Ingredients
Units Scale
- 2/3 cup warm water (about 110°)
- 1 .25 ounce package active dry yeast
- 2 tablespoons PLUS 1 teaspoon white sugar (divided)
- 2-2/3 cups all-purpose flour
- 1/2 cup shredded Cheddar cheese
- 1/4 cup shredded Asiago cheese
- 1/4 cup shredded Romano cheese
- 1/2 teaspoon salt
- 1 tablespoon and 1 teaspoon vegetable oil
Instructions
- In a large bowl, combine the water, yeast and 1 teaspoon sugar. Stir and let sit about 10 minutes. Add oil. Stir to combine.
- In a medium bowl, combine flour, cheddar cheese, Asiago cheese and Romano cheese, 2 tablespoons sugar and salt. Using a flat attachment for a stand mixer stir until combined. Mixture will be crumbly. Switch to dough hook and begin kneading. If dough appears to dry. Add a tablespoon of warm water.

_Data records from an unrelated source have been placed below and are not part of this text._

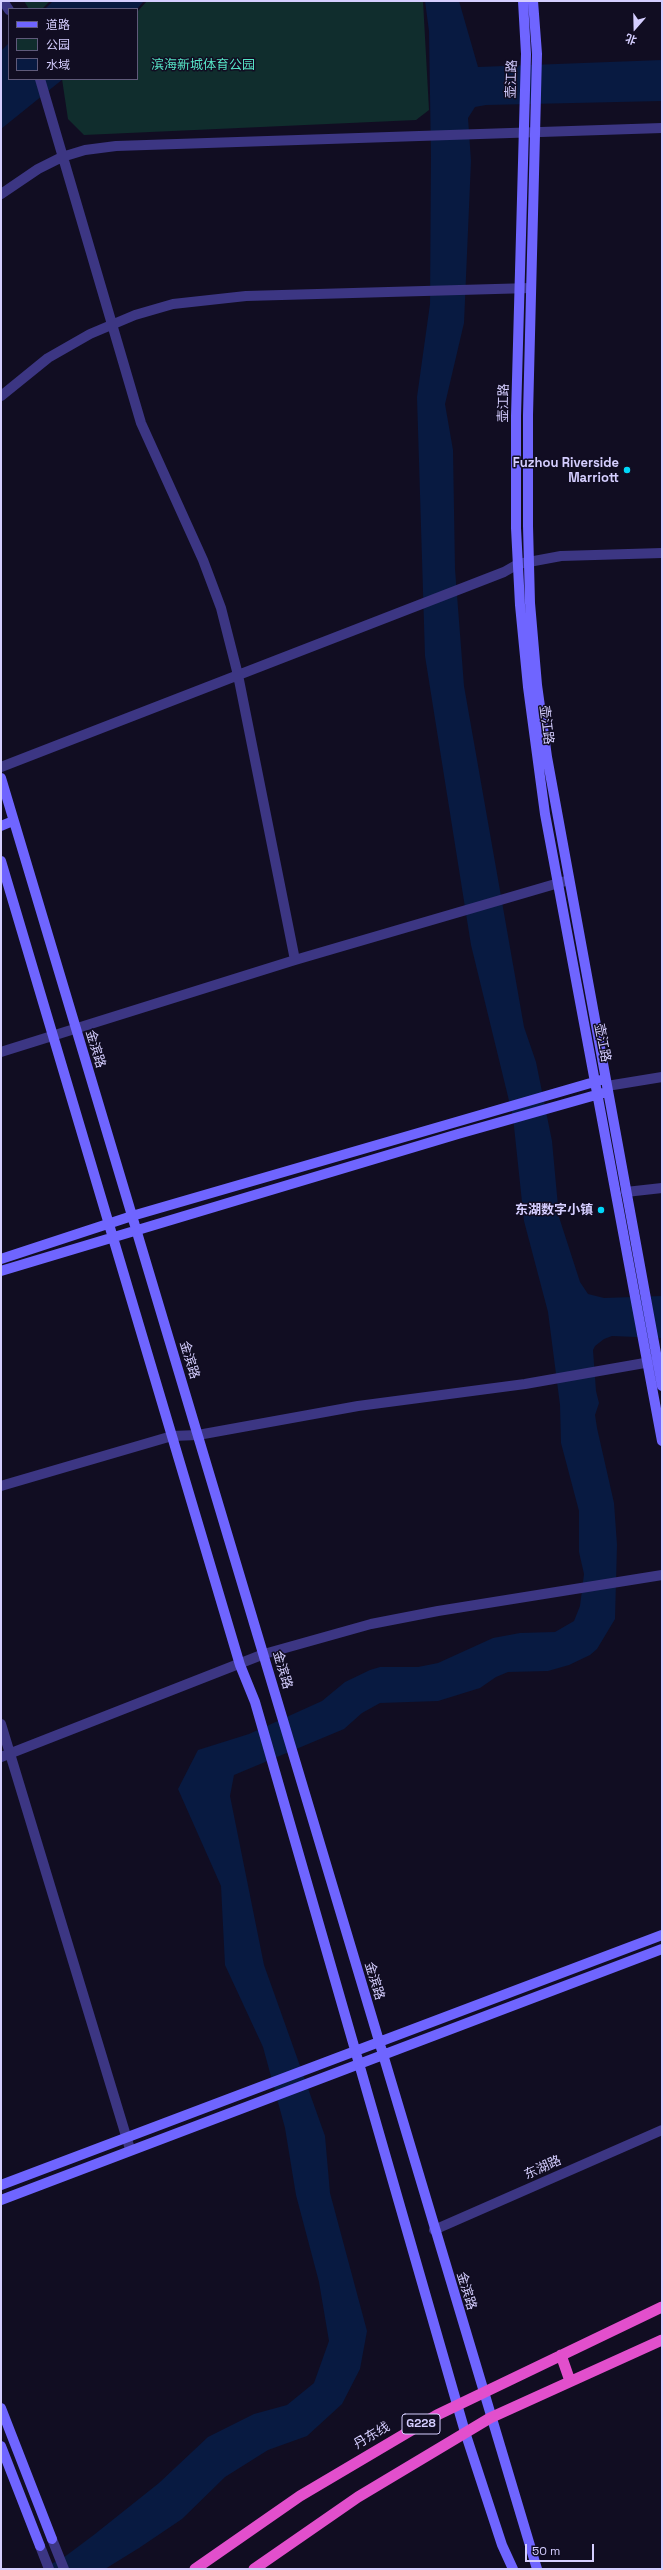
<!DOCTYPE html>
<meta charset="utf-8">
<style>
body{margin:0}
#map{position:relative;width:663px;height:2570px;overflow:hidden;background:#110d22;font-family:"Space Grotesk","Noto Sans SC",sans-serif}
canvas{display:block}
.frame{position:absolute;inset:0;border:2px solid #d5ceff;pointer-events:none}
.legend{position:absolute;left:8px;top:8px;width:130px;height:72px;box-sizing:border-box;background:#110d22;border:1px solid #5f5a7a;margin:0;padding:5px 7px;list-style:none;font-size:12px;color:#d5ceff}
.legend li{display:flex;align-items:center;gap:8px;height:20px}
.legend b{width:20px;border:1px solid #5f5a7a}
.north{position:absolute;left:615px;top:8px;width:40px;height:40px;-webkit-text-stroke:3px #110d22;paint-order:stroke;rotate:200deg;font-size:11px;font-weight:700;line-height:16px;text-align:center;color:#d5ceff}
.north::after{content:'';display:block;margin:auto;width:14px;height:18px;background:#d5ceff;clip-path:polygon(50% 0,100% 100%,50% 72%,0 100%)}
.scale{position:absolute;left:525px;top:2544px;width:69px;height:18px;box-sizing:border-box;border:2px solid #d5ceff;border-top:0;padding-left:5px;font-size:12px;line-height:14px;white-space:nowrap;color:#d5ceff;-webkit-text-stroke:3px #110d22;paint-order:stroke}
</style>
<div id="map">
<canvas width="663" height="2570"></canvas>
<div class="frame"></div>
<ul class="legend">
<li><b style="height:5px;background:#6f65ff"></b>道路</li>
<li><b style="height:11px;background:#102d2d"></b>公园</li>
<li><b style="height:11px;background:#081a41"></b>水域</li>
</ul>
<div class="north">北</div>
<div class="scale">50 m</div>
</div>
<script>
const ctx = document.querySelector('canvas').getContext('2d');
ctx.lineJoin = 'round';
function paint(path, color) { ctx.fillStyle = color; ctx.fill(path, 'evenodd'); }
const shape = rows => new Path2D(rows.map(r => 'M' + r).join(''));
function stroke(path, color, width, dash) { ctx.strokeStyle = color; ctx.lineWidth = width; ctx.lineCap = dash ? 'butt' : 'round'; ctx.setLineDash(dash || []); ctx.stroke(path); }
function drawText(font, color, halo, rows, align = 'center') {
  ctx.font = font + ' "Space Grotesk","Noto Sans SC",sans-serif'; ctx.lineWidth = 3; ctx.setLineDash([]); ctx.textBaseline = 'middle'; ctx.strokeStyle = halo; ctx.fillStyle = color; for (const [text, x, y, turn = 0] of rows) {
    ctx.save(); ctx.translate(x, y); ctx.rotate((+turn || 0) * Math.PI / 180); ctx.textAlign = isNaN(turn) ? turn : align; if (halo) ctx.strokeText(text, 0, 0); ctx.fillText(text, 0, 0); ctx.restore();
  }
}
paint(shape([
 [24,1,50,1,42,9,29,9],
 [147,1,423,1,429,110,416,120,84,135,68,119,62,79,137,79,137,12]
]), '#102d2d');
paint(shape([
 [53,1,144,1,137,9,45,9],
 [425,1,459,1,478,67,662,60,662,101,486,105,475,107,468,118,471,161,464,323,445,404,453,450,455,569,464,686,524,1027,536,1062,552,1141,559,1217,580,1282,588,1294,604,1298,662,1296,662,1338,612,1336,604,1339,595,1346,593,1350,596,1391,599,1403,595,1415,597,1428,614,1503,617,1545,615,1619,597,1649,590,1655,569,1665,548,1671,508,1672,496,1677,480,1688,438,1701,380,1703,362,1713,344,1729,234,1775,230,1796,264,1965,325,2136,330,2193,367,2331,360,2369,342,2404,307,2436,268,2450,225,2477,182,2519,139,2548,105,2569,41,2569,63,2558,95,2534,159,2483,208,2437,254,2414,287,2405,314,2383,329,2341,319,2282,296,2195,285,2128,263,2047,225,1965,221,1886,178,1789,198,1750,249,1734,322,1701,345,1682,370,1670,380,1667,418,1667,438,1663,493,1638,520,1633,555,1632,574,1621,580,1606,584,1574,579,1552,579,1511,561,1443,560,1405,548,1312,524,1221,513,1117,471,945,425,656,417,397,430,304,431,157,429,31],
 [9,43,9,79,63,79,1,129,1,51]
]), '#081a41');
stroke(shape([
 [626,1192,662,1188]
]), '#3c3683', 10);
stroke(shape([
 [3,1,9,10],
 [40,79,141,423,203,560,221,608,238,675,295,960],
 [1,194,38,169,62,157,85,150,116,146,662,128],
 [1,396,48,358,90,334,135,315,173,304,246,296,531,288],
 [1,767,504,572,518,564,561,556,662,553],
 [1,1052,295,960,569,880],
 [607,1086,662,1077],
 [1,1486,172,1436,198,1435,358,1406,525,1384,656,1361],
 [1,1724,130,2149],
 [1,1757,264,1654,371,1624,438,1611,662,1575],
 [434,2230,662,2130],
 [52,2539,64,2569],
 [40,2546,49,2569]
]), '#3c3683', 10);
stroke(shape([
 [523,1,526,54,516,416,516,528,520,605,528,687,545,814,662,1441],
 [533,1,537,54,528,415,528,526,530,603,537,685,547,757,662,1386],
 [1,778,537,2569],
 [1,826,13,821],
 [1,861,240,1665,255,1702,465,2432,502,2545,513,2569],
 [1,1259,132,1216,601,1080],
 [1,1271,458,1134,603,1093],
 [1,2185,662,1935],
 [1,2200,662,1949],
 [1,2408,52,2539],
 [1,2446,40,2546]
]), '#6f65ff', 10);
stroke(shape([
 [561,2355,570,2381],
 [195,2569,300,2496,437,2415,662,2307],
 [254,2569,358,2497,490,2418,662,2340]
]), '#e24fcc', 11);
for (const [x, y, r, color] of [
 [627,470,4,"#00d7f9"],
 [601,1210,4,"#00d7f9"]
]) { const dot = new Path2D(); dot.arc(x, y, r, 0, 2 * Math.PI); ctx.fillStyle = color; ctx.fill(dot); stroke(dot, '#110d22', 1.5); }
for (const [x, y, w] of [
 [421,2424,38]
]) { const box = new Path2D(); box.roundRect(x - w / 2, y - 10, w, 20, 3); ctx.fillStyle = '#110d22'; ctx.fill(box); stroke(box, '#d5ceff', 1); }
drawText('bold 12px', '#d5ceff', null, [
 ["G228",421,2424]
]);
drawText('13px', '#56e3c5', '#110d22', [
 ["滨海新城体育公园",203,65]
]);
drawText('13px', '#d5ceff', '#110d22', [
 ["壶江路",512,79,-88],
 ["壶江路",504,403,-89],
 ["壶江路",546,725,83],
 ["壶江路",602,1043,79],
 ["金滨路",95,1049,73],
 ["金滨路",189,1360,73],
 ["金滨路",282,1670,74],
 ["金滨路",374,1981,73],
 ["东湖路",543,2168,-24],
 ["金滨路",466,2291,73],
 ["丹东线",372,2436,-31]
]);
drawText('bold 13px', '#d5ceff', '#110d22', [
 ["Fuzhou Riverside",619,463],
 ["Marriott",619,478],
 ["东湖数字小镇",593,1210]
], 'right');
</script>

- Using a stand mixer. Mix dough until smooth and elastic to the touch, about 8 minutes, gradually adding only enough additional flour to keep dough from sticking. Dough should clear sides of the bowl.
- Or knead by hand, on a floured surface for approximately 12-15 minutes or until dough is smooth and elastic.
- Place in a large greased bowl and invert dough so top is greased. Cover with a greased plastic or a dry towel and let stand in a warm place until doubled in size, about 1 hour. Punch down dough.
- Form dough into a ball. Then flatten into a rectangle. Smooth out any large air bubbles. Form into loaf.
- Place in a greased 8 1/2 x 4 1/2 inch loaf pan. Cover with towel or greased plastic wrap and let to rise until almost doubled in size, about 45 minutes to 1 hour.
- Bake at 350° F until browned and baked through, about 30-35 minutes hour. Remove from pan after about 5 to 10 minutes. Let cool on a wire rack for about 1 hour before slicing.
Notes
I used sharp cheddar, Asiago, and Romano cheeses. I’m fairly certain that other similar cheeses like Parmesan or Monterey Jack could be equally substituted with good results.